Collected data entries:
= Beginning of Section =

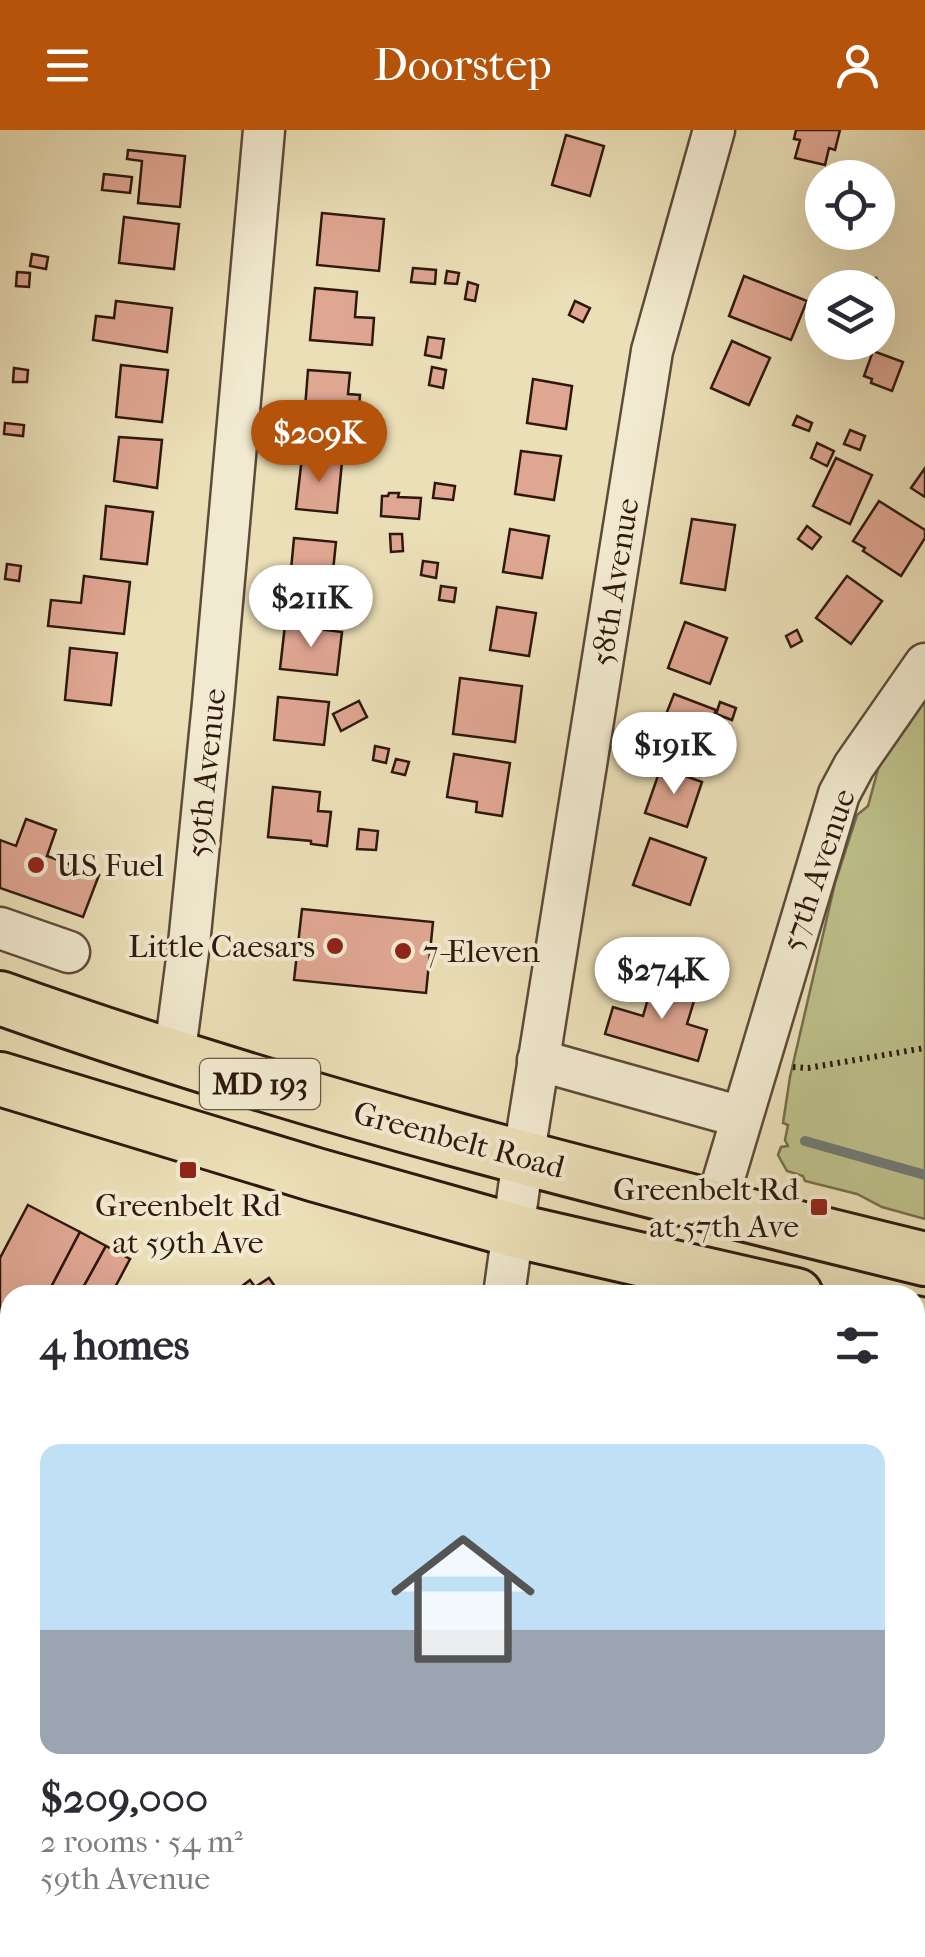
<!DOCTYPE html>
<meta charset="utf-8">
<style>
:root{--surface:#fff;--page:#f2f2f3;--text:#2b2b33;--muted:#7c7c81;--accent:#b45309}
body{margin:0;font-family:"IM FELL French Canon",serif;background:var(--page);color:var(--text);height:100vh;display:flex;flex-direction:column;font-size:38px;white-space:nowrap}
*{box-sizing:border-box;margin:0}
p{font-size:32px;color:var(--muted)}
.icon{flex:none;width:55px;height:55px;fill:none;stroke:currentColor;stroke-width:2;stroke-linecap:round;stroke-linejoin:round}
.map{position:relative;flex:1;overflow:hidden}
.sheet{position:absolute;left:0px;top:1155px;width:925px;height:672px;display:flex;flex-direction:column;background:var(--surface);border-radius:30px 30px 0 0;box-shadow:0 10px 40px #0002}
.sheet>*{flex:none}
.controls{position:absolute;left:805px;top:30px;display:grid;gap:20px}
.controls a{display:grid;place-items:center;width:90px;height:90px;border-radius:50%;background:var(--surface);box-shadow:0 10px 40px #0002;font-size:50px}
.price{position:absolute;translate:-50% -85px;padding:0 22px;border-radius:35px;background:#fff;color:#222;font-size:32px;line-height:65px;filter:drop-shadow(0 2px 5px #0008)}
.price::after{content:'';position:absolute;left:50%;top:60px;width:30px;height:22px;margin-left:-15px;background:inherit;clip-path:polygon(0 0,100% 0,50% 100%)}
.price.current{background:var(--accent);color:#fff}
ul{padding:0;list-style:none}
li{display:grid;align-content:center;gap:20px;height:530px;padding:0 40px}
li span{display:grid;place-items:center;height:310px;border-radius:20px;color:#555}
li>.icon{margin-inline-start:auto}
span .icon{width:180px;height:180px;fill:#fffc;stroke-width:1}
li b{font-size:42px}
h2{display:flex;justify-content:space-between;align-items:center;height:120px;padding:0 40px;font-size:42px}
header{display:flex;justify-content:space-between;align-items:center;height:130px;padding:0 40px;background:var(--accent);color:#fff;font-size:45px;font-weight:600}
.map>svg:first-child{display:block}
.green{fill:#bdc08a;stroke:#766c4c;stroke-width:2.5}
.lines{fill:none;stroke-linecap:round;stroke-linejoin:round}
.stream{stroke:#6f7a73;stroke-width:10}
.building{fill:#dfa692;stroke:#2e180e;stroke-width:2.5}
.minor-casing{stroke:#5d4a38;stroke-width:45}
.major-casing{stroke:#2e180e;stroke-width:58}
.path{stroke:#2e180e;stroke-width:6;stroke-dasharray:2.5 5;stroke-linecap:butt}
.minor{stroke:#f2ead0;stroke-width:40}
.major{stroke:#ebdfb7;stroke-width:52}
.poi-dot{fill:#8f2418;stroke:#f2ead0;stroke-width:4}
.labels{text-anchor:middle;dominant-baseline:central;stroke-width:8;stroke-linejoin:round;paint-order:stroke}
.shield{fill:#f2ead0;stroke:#695748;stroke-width:2.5}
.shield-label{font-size:30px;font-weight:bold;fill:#2e180e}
.street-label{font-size:32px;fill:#2e180e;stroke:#f2ead0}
.poi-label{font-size:32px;fill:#2e180e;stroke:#f2ead0;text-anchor:start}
</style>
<header><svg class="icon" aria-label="menu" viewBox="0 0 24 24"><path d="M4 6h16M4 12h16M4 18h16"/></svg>Doorstep<svg class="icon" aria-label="person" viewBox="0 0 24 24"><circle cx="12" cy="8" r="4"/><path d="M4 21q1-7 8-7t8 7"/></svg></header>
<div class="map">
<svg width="925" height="1827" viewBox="0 0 925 1827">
<rect width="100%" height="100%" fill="#ebdfb7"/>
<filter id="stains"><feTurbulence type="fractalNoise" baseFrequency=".002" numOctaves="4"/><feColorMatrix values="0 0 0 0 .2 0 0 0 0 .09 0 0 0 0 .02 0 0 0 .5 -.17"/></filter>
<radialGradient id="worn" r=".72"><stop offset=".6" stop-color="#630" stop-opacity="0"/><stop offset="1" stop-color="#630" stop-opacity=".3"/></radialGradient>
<polygon class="green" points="925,569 925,1089 882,1077 857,1064 805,1051 803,1046 787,1041 778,1025 781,1017 788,1016 785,1010 788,995 783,993 790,947 835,753 857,685 868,676 886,610"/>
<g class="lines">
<polyline class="stream" points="805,1011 925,1045"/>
</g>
<g class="building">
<polygon points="796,0 840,0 835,20 829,18 825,35 795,28 800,10 794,9"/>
<polygon points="566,5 604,16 590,66 552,55"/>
<polygon points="128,20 185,26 180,77 138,73 142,31 127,29"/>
<polygon points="104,44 132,47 130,63 102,60"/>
<polygon points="322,83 384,89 379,141 317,135"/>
<polygon points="124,87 179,94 174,139 119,133"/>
<polygon points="32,124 48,127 46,139 30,136"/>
<polygon points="413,138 436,140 435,154 411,152"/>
<polygon points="447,141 459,143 457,154 445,153"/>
<polygon points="17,142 30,143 29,157 16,156"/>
<polygon points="744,146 807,171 791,210 729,186"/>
<polygon points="876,148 884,161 878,165 878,158 862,157"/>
<polygon points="468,152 478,155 475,171 465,169"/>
<polygon points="315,158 357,162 355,187 374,188 372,215 310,210"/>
<polygon points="116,171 172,178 167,222 93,210 96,186 114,188"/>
<polygon points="575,171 590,178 583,192 569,185"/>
<polygon points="428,207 444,209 441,228 425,225"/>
<polygon points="732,211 770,228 749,275 711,258"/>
<polygon points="873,221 903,232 892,261 871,253 872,249 864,246"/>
<polygon points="121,235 168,240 162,292 116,287"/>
<polygon points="432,237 446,240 443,258 429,255"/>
<polygon points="14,238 28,240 27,252 13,252"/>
<polygon points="308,240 350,243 348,264 360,265 358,288 346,287 346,295 304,291"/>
<polygon points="533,249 572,256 566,299 527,293"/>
<polygon points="797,286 812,293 809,301 793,295"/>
<polygon points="5,293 24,295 23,306 4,304"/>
<polygon points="850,300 865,306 860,320 844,314"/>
<polygon points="119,307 162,310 157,358 114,351"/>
<polygon points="817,313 834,321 827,336 811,328"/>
<polygon points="521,321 561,326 554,370 515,364"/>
<polygon points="302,327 342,332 337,383 296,379"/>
<polygon points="836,328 872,345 850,394 813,376"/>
<polygon points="925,338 925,367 911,358"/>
<polygon points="435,353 455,356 453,370 433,368"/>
<polygon points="389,363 399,363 398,367 421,368 419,389 381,386 382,366 388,366"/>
<polygon points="879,371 925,400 925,408 901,446 863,421 865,418 853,411"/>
<polygon points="106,376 153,382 147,434 101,429"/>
<polygon points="692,389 735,395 725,460 681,453"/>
<polygon points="807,396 821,407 812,419 798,409"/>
<polygon points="510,399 549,406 542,448 503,442"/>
<polygon points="390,404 402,404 403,421 391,422"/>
<polygon points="294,408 336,412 333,441 351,443 349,467 289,461"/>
<polygon points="423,431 438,433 436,448 421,445"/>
<polygon points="7,434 21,436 19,451 5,449"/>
<polygon points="84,446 130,452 124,504 48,496 51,470 81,473"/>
<polygon points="847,446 882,471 851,514 816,488"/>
<polygon points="441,456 456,458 454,472 439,470"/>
<polygon points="497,477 536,483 529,526 490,520"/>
<polygon points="685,492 727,508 710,554 668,538"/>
<polygon points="285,495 342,502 337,545 280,539"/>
<polygon points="797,500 802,511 791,517 786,506"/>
<polygon points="70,518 117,523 111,575 65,570"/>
<polygon points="460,548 522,556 515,612 453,604"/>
<polygon points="674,564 716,580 698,626 656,610"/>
<polygon points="278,567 329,572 324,615 274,610"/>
<polygon points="359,571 367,587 341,601 333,584"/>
<polygon points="720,572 736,578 732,590 716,584"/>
<polygon points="375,616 389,619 386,633 373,630"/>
<polygon points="454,624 510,633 502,686 476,682 477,672 447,667"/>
<polygon points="396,629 409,632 405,645 392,642"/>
<polygon points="661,637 702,652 687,697 645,683"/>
<polygon points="273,657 320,662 318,681 331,682 327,716 311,714 311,711 268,707"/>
<polygon points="26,689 56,700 47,726 99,745 83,787 0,758 0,710 16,716"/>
<polygon points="359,699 378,701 376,720 357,719"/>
<polygon points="650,708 706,728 690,775 633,755"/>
<polygon points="302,779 433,792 426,863 294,850"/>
<polygon points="649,811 674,819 670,830 645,823"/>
<polygon points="654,848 697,861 687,894 707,900 698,931 605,904 613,877 643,886"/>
<polygon points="28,1075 80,1102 47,1165 10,1165 10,1203 0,1197 0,1128"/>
<polygon points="80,1102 106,1116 79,1165 47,1165"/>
<polygon points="106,1116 130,1129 111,1165 79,1165"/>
<polygon points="269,1148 281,1165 230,1165 250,1150 255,1157"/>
<polygon points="6,1740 10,1745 10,1811 0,1819 0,1745"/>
<polygon points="915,1773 925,1775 925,1827 859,1827 862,1818 915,1818"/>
</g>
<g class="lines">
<g class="minor-casing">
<g id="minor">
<polyline points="0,798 69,822"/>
<polyline points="174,928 189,814 213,573 264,0"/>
<polyline points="538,930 741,987"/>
<polyline points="715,1078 839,664 854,636 925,534"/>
<polyline points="504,1165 523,1029 652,221 714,0"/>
<polyline points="915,1447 925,1450"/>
<polyline points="915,1577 925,1580"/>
</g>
</g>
<g class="major-casing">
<g id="major">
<path d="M0,868C302,976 614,1053 925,1129"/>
<polyline points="0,949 316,1045 512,1100 796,1165"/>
<polyline points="915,1193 925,1195"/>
</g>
</g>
<g class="path">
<polyline points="793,937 808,938 925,918"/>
<polyline points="395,1827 407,1818"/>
</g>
<use href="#minor" class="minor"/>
<use href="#major" class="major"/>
</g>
<g class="poi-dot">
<circle cx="36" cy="735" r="10"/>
<circle cx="335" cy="816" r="10"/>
<circle cx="403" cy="821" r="10"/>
<rect x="178" y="1030" width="20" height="20" rx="5"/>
<rect x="809" y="1067" width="20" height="20" rx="5"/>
</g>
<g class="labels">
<rect class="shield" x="200" y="929" width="120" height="50" rx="8"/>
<g class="shield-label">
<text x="260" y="954">MD 193</text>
</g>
<g class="street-label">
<text transform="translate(615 452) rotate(-81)">58th Avenue</text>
<text transform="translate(206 643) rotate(-84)">59th Avenue</text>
<text transform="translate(818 740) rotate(-71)">57th Avenue</text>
<text transform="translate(459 1010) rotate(15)">Greenbelt Road</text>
</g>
<g class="poi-label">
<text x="56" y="735">US Fuel</text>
<text x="315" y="816" text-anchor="end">Little Caesars</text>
<text x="423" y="821">7-Eleven</text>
<text x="799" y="1059" text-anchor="end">Greenbelt Rd<tspan x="799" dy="37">at 57th Ave</tspan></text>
<text x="188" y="1075" text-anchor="middle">Greenbelt Rd<tspan x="188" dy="37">at 59th Ave</tspan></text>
</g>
</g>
<rect width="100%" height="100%" filter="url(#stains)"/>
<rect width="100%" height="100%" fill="url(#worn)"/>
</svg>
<div class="controls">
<a><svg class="icon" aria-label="locate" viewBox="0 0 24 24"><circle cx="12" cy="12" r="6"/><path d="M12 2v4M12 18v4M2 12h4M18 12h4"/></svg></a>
<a><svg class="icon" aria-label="layers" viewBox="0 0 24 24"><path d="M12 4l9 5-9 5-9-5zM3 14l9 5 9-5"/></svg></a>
</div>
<b class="price current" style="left:319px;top:355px">$209K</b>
<b class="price" style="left:311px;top:520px">$211K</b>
<b class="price" style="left:674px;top:667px">$191K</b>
<b class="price" style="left:662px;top:892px">$274K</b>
<section class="sheet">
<h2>4 homes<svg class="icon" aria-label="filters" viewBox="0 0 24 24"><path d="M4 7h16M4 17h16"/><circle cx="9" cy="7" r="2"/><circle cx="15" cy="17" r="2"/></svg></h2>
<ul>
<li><span style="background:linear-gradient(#bfe0f5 60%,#9aa5b1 0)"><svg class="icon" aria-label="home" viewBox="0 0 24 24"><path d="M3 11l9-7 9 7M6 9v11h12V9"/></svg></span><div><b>$209,000</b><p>2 rooms · 54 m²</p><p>59th Avenue</p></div></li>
</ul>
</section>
</div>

= End of Section =

* **Exercise aim**
Across all the records, find the lines containing the word "controls" and reproduce each one.

* **Exercise solution**
.controls{position:absolute;left:805px;top:30px;display:grid;gap:20px}
.controls a{display:grid;place-items:center;width:90px;height:90px;border-radius:50%;background:var(--surface);box-shadow:0 10px 40px #0002;font-size:50px}
<div class="controls">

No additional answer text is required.